Activity :: Retrieve all lines below that have the string "none".

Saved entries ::
•••••

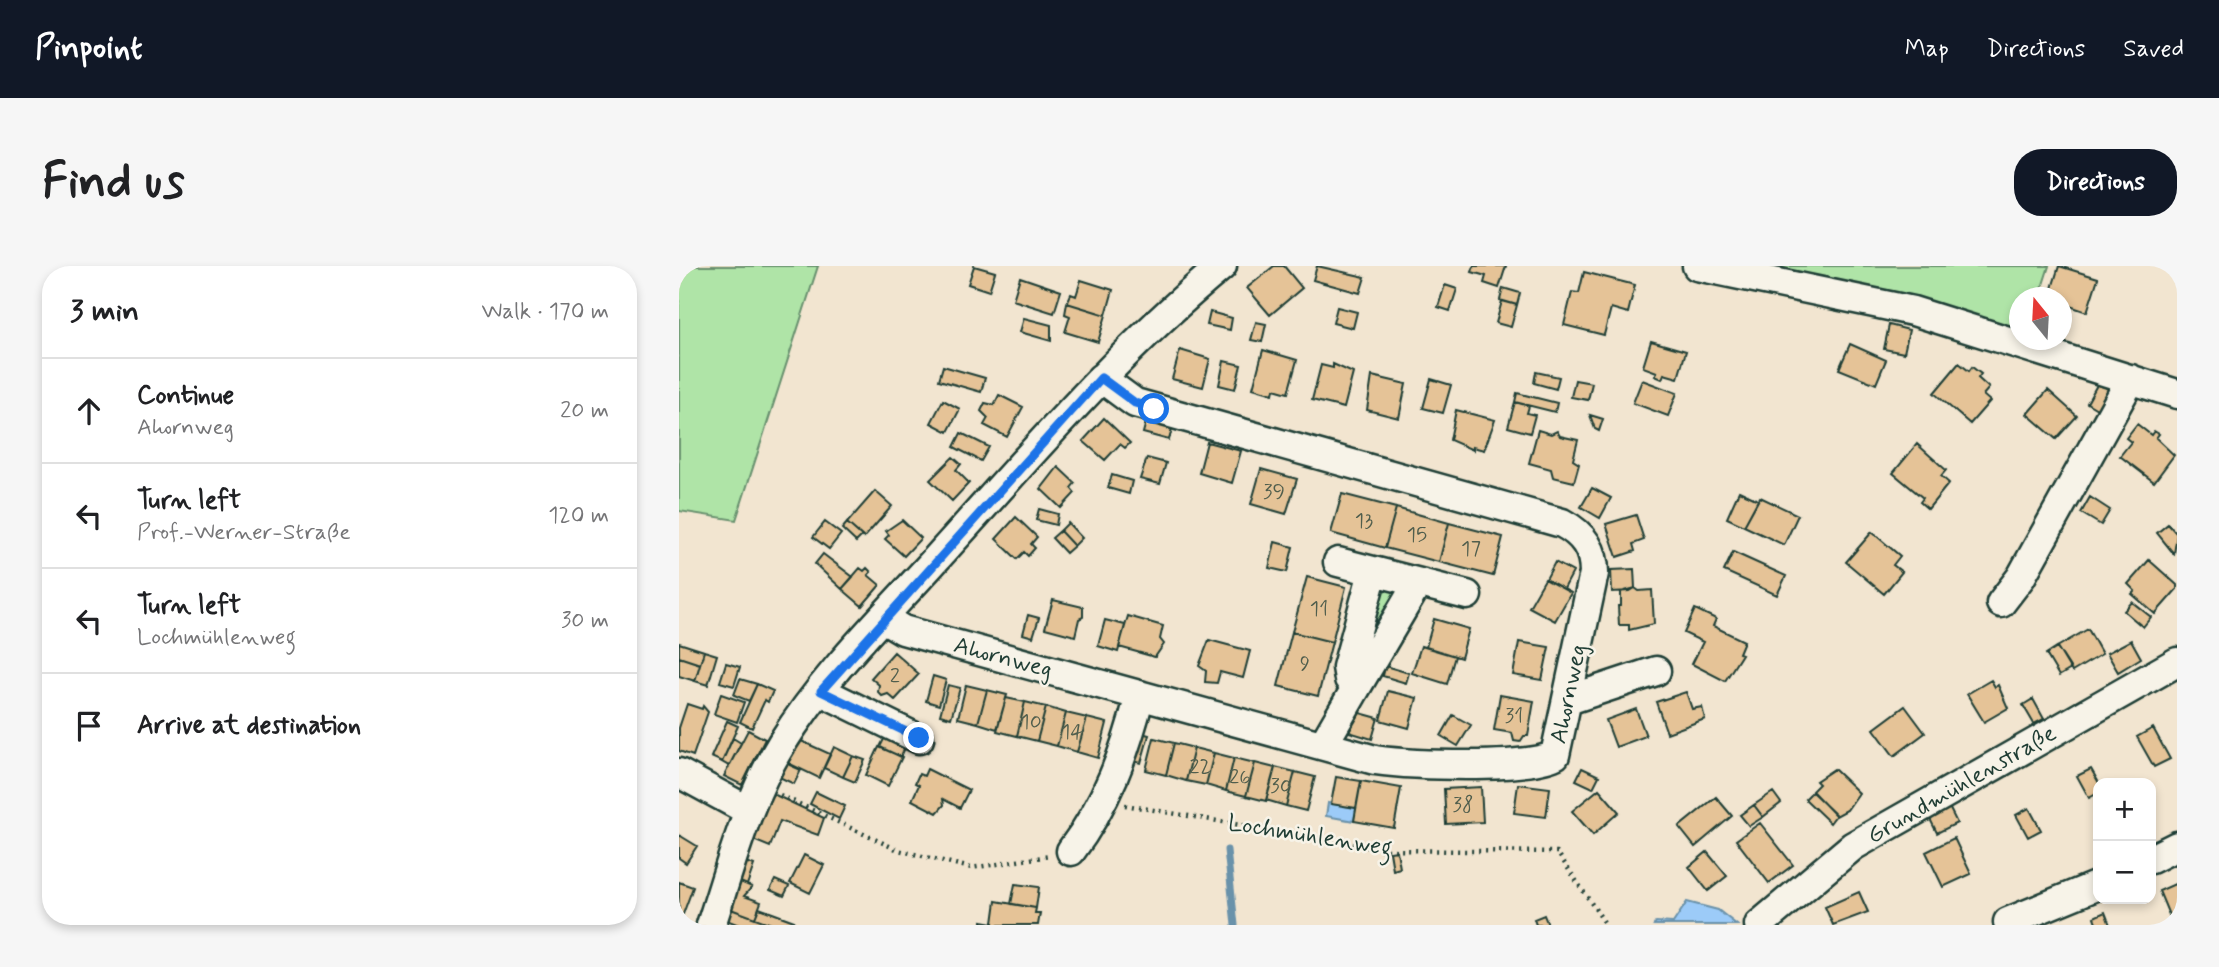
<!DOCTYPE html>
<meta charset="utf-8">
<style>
body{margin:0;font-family:Mynerve,sans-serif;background:#f6f6f6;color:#202124}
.controls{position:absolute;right:21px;bottom:21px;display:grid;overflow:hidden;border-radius:14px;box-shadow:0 4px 10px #0003}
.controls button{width:63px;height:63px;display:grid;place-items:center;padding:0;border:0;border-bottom:2px solid #e0e0e0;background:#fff;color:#202124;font:35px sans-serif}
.compass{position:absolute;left:1330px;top:21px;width:63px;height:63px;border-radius:50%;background:#fff;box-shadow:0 4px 10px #0003;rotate:342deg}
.stop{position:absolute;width:21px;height:21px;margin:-16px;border:5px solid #1a73e8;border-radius:50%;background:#fff}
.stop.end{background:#1a73e8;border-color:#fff;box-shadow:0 2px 7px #0008}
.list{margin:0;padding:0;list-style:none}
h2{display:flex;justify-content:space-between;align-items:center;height:91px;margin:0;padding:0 28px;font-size:30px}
h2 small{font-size:23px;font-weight:400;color:#757577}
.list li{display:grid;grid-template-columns:46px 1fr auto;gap:21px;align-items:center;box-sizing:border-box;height:105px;padding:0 28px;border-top:2px solid #e0e0e0}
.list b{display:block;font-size:26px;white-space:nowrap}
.list p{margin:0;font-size:23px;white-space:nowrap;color:#757577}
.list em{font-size:23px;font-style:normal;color:#757577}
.icon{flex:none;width:38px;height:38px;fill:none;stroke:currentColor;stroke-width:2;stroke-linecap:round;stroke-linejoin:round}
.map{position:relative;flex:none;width:1498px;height:659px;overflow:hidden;border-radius:28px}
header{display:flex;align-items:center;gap:42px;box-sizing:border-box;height:98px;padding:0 35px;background:#111827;color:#fff}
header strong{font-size:33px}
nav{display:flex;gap:38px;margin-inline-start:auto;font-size:24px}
.intro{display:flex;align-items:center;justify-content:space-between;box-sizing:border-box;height:168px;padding:0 42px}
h1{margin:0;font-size:49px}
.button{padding:18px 32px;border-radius:28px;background:#111827;color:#fff;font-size:24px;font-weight:700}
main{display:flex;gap:42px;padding:0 42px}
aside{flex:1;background:#fff;border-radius:28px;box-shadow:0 4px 10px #0003}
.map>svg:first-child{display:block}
.green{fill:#afe4a7;stroke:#67906e;stroke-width:2}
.water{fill:#9ccbf8;stroke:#6a92aa;stroke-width:2}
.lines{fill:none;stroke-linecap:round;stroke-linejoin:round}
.stream{stroke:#6a92aa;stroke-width:7}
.building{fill:#e5c397;stroke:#1f3d34;stroke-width:2}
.minor-casing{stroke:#1f3d34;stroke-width:33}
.path{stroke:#1f3d34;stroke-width:4.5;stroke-dasharray:2 5;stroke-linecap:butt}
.minor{stroke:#f7f3e8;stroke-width:28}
.route{stroke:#1a73e8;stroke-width:9}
.labels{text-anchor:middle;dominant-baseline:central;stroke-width:5;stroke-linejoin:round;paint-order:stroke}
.number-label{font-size:21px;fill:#505e4d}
.street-label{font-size:24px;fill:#1f3d34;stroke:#f7f3e8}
</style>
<header>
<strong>Pinpoint</strong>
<nav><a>Map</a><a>Directions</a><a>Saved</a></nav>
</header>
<div class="intro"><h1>Find us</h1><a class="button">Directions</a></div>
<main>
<aside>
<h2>3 min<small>Walk · 170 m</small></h2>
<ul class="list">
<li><svg class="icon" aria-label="ahead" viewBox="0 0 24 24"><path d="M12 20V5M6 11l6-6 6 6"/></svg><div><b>Continue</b><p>Ahornweg</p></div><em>20 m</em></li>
<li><svg class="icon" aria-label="left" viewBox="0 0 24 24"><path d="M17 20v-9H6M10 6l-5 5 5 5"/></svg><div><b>Turn left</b><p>Prof.-Werner-Straße</p></div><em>120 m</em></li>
<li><svg class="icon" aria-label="left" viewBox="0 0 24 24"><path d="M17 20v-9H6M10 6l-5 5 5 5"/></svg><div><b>Turn left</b><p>Lochmühlenweg</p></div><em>30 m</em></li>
<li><svg class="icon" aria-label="arrive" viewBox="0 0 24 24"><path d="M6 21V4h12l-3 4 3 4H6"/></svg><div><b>Arrive at destination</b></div></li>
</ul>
</aside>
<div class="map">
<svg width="1498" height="659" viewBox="0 0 1498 659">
<rect width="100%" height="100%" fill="#f2e5d0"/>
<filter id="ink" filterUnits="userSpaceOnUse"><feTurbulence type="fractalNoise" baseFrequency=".0143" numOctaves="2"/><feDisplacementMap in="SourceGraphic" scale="14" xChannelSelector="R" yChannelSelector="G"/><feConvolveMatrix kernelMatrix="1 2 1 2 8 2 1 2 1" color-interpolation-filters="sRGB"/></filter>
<g filter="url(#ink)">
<path class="green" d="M0,0H139L57,254L0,245Z
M1087,0H1370L1360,31L1340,32V65L1086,3Z
M713,320L720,328L682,403L697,323Z"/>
<path class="water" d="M649,537L677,542L675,555L647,550Z
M1008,636L1039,644L1058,659H975L977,656L994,657Z"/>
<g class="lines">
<path class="stream" d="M548,584L556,659"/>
</g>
<path class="building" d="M295,0L316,6L310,25L289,18Z
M595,0H605L623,22L591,49L568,22Z
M638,0L686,11L681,27L634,14Z
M795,0H827L820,22L805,17L807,10L793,6Z
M1380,0L1419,12L1408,46L1382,37V32H1370Z
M905,6L956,19L949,47L932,42L925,69L885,59L893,26L900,27Z
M341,11L382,25L375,47L334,34Z
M402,14L434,24L427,49L388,37L392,28L397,30Z
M766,19L778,23L771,45L759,41Z
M824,22L841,27L838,39L821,34Z
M823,35L838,39L832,61L817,57Z
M388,37L427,49L419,76L386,66L391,50L386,48Z
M658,41L678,46L674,62L654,57Z
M531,46L553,52L551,64L528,59Z
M345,52L372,59V75L341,66Z
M577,56L587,58L583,76L572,74Z
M1210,59L1230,64L1225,87L1205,83Z
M972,75L1007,85L999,112L985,108L983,113L976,110L978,106L964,101Z
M1171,78L1207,94L1197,118L1160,103Z
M501,84L531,93L524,121L493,113Z
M584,84L618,94L609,127L595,123L594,128L574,122Z
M545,95L562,99L556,123L540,119Z
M1280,97L1290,105L1293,101L1302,108L1299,112L1310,122L1304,129L1311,135L1291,158L1255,127Z
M654,98L674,107L665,142L633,134L642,99L654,102Z
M264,100L306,112L302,126L260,114Z
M857,106L880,111L877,123L855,117Z
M693,110L727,118L720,152L688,144Z
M752,113L772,119L764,147L744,142Z
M896,114L913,117L909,134L892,131Z
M963,114L998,127L989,150L954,137Z
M1419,117L1436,127L1425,147L1408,137Z
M1369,124L1398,150L1377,173L1348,148Z
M838,127L878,137L876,146L836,136Z
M320,129L344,141L328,171L305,159L309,152L302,145L306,137L315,139Z
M264,134L281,143L269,166L252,157Z
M836,136L850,140L848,147L856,149L851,167L829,161Z
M777,144L816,154L805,184L794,181V184L771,174Z
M911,149L924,153L920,165L916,163Z
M425,152L451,177L446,182L441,178L426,194L404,175Z
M468,152L494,159L490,174L464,167Z
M1458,158L1472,169L1475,165L1480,168L1477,172L1495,189L1475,216L1441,190L1452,176L1447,172Z
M859,164L872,168L878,165L881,170L899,174L894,194L900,198L895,216L874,211L872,203L850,197Z
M282,167L310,181L302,195L275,181Z
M528,176L562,185L553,217L520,207Z
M1238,178L1267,204L1262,210L1270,217L1249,243L1241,236L1244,232L1214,207Z
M274,191L282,198L277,204L290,217L273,235L251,214Z
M468,192L487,197L481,218L461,213Z
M379,201L396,217L392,222L396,227L382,242L362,223Z
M582,203L618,213L607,248L572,238Z
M433,209L453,215L450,228L429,222Z
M913,222L932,232L921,252L902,241Z
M196,225L213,240L185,272L168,257Z
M1060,225L1079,234L1065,260L1048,252Z
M663,228L717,242L706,282L652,267Z
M1081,231L1119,249L1105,279L1065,260Z
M1411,231L1431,244L1422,259L1402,247Z
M717,242L770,257L760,296L706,282Z
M360,243L379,248L377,259L357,254Z
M957,249L965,274L954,278L956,285L938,291L927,258Z
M337,251L358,271L352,278L356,282L349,290L345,286L338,293L317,273Z
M223,254L242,272L225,290L206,273L210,269L207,265Z
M146,256L162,268L150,283L134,271Z
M168,257L183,270L177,276L163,263Z
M389,257L403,272L395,280L381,265Z
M770,257L824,271L814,310L760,296Z
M1489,258L1498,268L1495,288L1478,267Z
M381,265L395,280L387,287L373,272Z
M1193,266L1221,290L1214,299L1223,306L1205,328L1167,296Z
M596,276L614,281L608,306L590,302Z
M1054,286L1107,310L1098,329L1045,305Z
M144,288L174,311L163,323L136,298Z
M1470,294L1498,319V323L1476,348L1453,328L1456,325L1449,318Z
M876,296L894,306L885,323L867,313Z
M181,302L185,305L188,302L192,306L189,309L201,319L183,340L163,323Z
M955,303L956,322L951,325L933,326L932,304Z
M628,311L667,321L653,376L613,366Z
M866,313L892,327L876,355L850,341Z
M956,322L960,325L973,324L975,358L950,364V359H940L939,340H942V326Z
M374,334L404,341V351L400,353L396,370L366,362Z
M1453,336L1472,351L1464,361L1445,345Z
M1016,343L1037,353L1034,360L1065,375L1060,387L1063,388L1046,415L1013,398L1024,376L1005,367Z
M349,349L360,352L354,371L344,368Z
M449,350L484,360L481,373L485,378L476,391L440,381Z
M755,353L790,363L782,392L747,381Z
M426,354L446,359L439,386L419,380Z
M1409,363L1423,388L1393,406L1378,381Z
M613,366L653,376L639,430L599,420Z
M530,374L571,385L564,412L541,406L538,417L526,416L527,405L520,400Z
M1452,374L1462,392L1439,406L1428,387Z
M840,376L870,381L863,414L834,409Z
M0,377L25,385L21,398L0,391Z
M742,380L776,390L768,418L733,407Z
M1378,381L1392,403L1380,410L1367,388Z
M25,385L38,389L29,419L16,415Z
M215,386L240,408L216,434L209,428L203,430L199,426L200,419L192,412Z
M0,391L21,398L16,415L0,410Z
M47,397L61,401L55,420L41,416Z
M706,400L730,407L727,417L704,410Z
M254,410L267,414L260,439L247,435Z
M61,413L78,418L70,435L55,429Z
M1312,414L1316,421L1319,419L1329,442L1305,456L1288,428Z
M78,418L94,425L89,436L86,434L73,462L61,456Z
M269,419L281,422L272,452L261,449Z
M287,419L308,424L299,457L279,452Z
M308,424L328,429L318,463L299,457Z
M709,425L738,432L730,462L701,454Z
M1007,426L1013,443L1023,441L1026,453L988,467L977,436Z
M42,428L65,436L58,456L35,448Z
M821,429L855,435L849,470H845L841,476L835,475L833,467L815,464Z
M327,432L346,436L338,470L318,465Z
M1354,433L1365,453L1355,458L1344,439Z
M346,436L367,441L358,475L338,470Z
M8,438L23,443L24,440L29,446L14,490L0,485V462Z
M1226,440L1246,467L1215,490L1195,463Z
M367,441L387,447L378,480L358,475Z
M957,443L967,470L937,481L927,454Z
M387,447L408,452L398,486L378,480Z
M681,447L699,452L693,473L670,466Z
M774,449L792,459L779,480L762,470Z
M408,452L428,457L419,492L398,486Z
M48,455L59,460L43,496L32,491Z
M1474,462L1491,493L1475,501L1458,471Z
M69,464L86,473L63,519L45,510Z
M459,466L470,469L462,497L451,494Z
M208,467L228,477L222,491L201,481Z
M54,472L62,477L50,500L43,496Z
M475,472L495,477L487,509L467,504Z
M120,474L151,488L140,512L109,497Z
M495,477L515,482L507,515L487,509Z
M155,481L174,490L164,511L145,502Z
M200,481L223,491L209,520L187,509Z
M515,482L535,487L527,519L507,515Z
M535,487L555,492L547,525L527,519Z
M174,490L186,494L176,516L164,511Z
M555,492L576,497L567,530L547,525Z
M104,496L122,504L115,518L98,510Z
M576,497L596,502L587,535L567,530Z
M596,501L616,506L607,540L587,534Z
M903,502L920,510L914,522L897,514Z
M248,503L290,524L281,542L264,533L265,539L258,547L233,534L240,519L236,517L240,508L245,510Z
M1155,503L1180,527L1168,544L1157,550L1133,525L1140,518L1137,515Z
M1412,503L1420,517L1419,527L1410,532L1398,510Z
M616,506L636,511L627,545L607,540Z
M657,511L682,515L677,542L652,538Z
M682,515L722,522L715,562L675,555Z
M839,518L871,522L867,551L835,547Z
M802,521L804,556L767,558L765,523Z
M920,523L940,546L914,569L893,545Z
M137,526L166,540L160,553L131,538Z
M1094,526L1102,537L1084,551L1075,539Z
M1133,526L1157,549L1151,557L1126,533Z
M92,527L145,552L139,569L101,555L91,581L74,574Z
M1037,531L1053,550L1016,581L1000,561Z
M1075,539L1084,551L1070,560L1061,549Z
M1269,539L1278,557L1258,567L1249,549Z
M1350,542L1362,564L1349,571L1337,549Z
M1081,557L1114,599L1090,617L1057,574Z
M0,569L18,580L7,597L0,592Z
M1275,572L1292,608L1264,621L1247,586Z
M718,585L721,602L714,604L711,586Z
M1028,586L1048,610L1029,625L1010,601Z
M125,589L145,599L131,627L111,617Z
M66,596L75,599L68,619L59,615Z
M96,614L110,620L105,630L91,624Z
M59,615L73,621L65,630L82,636L76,652L49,642Z
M0,616L14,621L0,659Z
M1498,617V651L1492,654L1480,625Z
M336,618L360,621L357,642L332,638Z
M1180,626L1189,646L1154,659L1146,641Z
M317,635L357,642L356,647H361L359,659H303V655L314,657Z
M49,642L95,659H60L45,653Z
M80,642L115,655L114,659H95L76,652Z
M1426,646L1431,659H1418L1415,651Z
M865,649L869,659H857L855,653Z"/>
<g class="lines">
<g class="minor-casing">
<path id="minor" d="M1018,0L1234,45L1498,128
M659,296L788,329
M694,306L668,401L670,413L677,422L739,317
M1322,337L1342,311L1452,113
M204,352L224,364L696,494C732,499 845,504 876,489L915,307C915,283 904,268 883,257L456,137L422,112
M142,425L240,473
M889,434L977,405
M644,479L677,422
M0,507L70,545
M392,585C428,537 446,487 461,429
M1472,593L1498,580
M1329,656L1419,619
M32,659C52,598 69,532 103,477C147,406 211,345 266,283C354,186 441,84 543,0
M1080,659L1174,580L1498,396"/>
</g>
<path class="path" d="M101,529L219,584L292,602L371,590
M446,539L706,584L878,586L927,659"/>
<use href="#minor" class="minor"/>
</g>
</g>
<g class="lines" filter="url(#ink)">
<path class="route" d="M240,472L142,425L422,112L456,137L475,143"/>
</g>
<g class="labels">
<g class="number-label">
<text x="595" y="226">39</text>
<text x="685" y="255">13</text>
<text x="738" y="269">15</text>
<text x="792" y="283">17</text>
<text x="640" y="343">11</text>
<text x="626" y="398">9</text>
<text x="216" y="410">2</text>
<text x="835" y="450">31</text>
<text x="352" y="456">10</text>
<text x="393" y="466">14</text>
<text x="521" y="501">22</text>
<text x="561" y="511">26</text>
<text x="602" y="520">30</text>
<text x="784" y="539">38</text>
</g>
<g class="street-label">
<text transform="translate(324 392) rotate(15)">Ahornweg</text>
<text transform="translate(890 428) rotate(-78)">Ahornweg</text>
<text transform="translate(1283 519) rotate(-30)">Grundmühlenstraße</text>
<text transform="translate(631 570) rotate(9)">Lochmühlenweg</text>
</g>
</g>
</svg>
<div class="controls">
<button>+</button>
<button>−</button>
</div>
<svg class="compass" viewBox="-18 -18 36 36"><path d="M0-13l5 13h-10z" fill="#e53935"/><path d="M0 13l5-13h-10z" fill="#757577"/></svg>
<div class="stop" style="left:475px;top:143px"></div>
<div class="stop end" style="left:240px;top:472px"></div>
</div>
</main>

•••••

Solution ::
.list{margin:0;padding:0;list-style:none}
.icon{flex:none;width:38px;height:38px;fill:none;stroke:currentColor;stroke-width:2;stroke-linecap:round;stroke-linejoin:round}
.map{position:relative;flex:none;width:1498px;height:659px;overflow:hidden;border-radius:28px}
.lines{fill:none;stroke-linecap:round;stroke-linejoin:round}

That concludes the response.